Another example is Rabindranath Tagore. The Bengali pronunciation is different, and so is the spelling in Bangla (where it's written as রবীন্দ্রনাথ ঠাকুর, pronounced as Robindronaath Thhakur). You might argue that it is easy to spell out the original Bangla spelling using IPA, however, would someone be able to figure out that the Robi is actually spelled using "Robee" (long-e) (due to spelling conventions?).

I looked into many other articles, which happily has these type of script but that's not raising an eyebrow anywhere. For example, Aristotle, Plato display Greek script. Li Peng has chinese script (yes, several different scripts). There doesn't seem to be any problem with those articles.

Time and again, I see the problems only in some Indian articles, involving *only* a particular group of editors.
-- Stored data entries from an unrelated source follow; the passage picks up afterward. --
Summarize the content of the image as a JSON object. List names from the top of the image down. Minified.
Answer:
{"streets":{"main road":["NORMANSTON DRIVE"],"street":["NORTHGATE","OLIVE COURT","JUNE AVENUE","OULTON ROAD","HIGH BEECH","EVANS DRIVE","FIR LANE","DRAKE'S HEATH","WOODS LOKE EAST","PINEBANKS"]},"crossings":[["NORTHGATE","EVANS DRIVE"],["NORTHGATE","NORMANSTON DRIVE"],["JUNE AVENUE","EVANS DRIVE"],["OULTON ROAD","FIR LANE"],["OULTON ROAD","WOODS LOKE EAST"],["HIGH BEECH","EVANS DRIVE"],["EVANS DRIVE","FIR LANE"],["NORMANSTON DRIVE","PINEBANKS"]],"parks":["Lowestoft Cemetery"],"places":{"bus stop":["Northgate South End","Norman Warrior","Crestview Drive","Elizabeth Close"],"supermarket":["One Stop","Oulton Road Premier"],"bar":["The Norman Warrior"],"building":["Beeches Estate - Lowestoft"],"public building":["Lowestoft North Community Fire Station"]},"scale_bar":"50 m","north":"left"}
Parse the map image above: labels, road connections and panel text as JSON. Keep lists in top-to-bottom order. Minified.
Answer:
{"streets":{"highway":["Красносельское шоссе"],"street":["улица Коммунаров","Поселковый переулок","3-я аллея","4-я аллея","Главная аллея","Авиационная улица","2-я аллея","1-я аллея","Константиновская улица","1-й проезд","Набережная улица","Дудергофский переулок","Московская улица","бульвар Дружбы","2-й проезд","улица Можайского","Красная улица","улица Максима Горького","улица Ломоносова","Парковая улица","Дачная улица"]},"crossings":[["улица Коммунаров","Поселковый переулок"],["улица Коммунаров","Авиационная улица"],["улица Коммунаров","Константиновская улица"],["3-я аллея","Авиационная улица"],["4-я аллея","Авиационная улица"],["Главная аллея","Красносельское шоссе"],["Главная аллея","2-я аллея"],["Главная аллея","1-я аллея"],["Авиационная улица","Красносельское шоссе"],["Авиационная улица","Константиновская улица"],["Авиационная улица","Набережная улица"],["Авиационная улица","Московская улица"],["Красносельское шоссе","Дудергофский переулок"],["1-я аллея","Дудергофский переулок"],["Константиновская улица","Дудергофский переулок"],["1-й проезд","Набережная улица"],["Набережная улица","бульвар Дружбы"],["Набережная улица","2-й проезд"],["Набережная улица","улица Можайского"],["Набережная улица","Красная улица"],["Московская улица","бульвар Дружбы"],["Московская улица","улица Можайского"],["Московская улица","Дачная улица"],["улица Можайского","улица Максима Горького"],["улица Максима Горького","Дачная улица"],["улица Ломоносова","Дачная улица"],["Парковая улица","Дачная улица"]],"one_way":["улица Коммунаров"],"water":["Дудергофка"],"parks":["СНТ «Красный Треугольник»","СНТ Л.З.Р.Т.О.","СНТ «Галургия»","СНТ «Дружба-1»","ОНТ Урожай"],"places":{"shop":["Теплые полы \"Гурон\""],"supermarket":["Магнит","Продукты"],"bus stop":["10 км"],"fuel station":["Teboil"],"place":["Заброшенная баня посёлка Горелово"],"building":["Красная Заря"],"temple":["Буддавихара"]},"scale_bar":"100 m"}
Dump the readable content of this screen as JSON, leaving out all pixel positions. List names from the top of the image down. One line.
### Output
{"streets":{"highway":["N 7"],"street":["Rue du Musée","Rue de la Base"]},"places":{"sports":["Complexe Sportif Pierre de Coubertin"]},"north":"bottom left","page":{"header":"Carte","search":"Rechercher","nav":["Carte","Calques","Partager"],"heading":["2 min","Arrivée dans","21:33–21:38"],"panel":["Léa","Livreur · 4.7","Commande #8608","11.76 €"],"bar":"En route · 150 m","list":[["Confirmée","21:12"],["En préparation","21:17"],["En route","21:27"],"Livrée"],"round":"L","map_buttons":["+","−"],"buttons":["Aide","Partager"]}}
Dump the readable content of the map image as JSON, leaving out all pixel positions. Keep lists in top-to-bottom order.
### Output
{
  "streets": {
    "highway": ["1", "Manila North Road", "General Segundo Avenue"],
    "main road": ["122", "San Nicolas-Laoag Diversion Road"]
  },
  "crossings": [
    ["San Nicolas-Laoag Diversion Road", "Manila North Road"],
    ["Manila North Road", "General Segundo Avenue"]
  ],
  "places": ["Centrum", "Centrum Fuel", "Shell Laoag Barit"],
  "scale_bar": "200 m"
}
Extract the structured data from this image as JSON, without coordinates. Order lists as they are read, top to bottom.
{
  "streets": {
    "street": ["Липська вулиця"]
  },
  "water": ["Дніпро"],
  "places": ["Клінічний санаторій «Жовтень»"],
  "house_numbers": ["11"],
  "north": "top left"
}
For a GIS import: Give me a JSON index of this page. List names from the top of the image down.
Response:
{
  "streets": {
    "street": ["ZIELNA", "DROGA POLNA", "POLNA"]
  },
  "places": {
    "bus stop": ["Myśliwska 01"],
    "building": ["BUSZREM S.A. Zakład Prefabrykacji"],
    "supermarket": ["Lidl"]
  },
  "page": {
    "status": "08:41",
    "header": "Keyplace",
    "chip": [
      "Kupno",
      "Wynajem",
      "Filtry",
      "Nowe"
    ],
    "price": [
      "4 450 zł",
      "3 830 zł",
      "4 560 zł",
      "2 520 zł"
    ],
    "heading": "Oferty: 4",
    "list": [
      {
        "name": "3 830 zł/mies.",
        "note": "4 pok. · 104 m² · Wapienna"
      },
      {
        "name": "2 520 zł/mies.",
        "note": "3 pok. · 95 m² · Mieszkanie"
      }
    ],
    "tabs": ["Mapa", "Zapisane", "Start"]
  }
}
That is not a justification for removal of quite useful scripts from the rest of the biography pages.

10-15 characters per article is not a nuisance, nor a big deal. But these few characters carry a significant piece of info, if not the most important one - the person's name. I strongly support keeping the native script name of the person (not the "vernacular" which is ambiguous). A person's name is his/her identity, we gain nothing by removing it just to solve a few edit wars.

In the end, I'll argue for using the East Asian solution, i.e. boxes, as in Mao Zedong. That won't, however, stop the edit warriors, but that's a different problem. Thanks. --Ragib 06:53, 1 December 2006 (UTC)

8-)--D-Boy 07:13, 1 December 2006 (UTC)

Which scripts to include (Proposal three)[edit]

I have added one note to proposal three:

The purpose behind adding scripts is to help the user find relevant documentation. This should be kept in mind in deciding which scripts to add, and scripts shouldn't be added just because the subject is popular in that language.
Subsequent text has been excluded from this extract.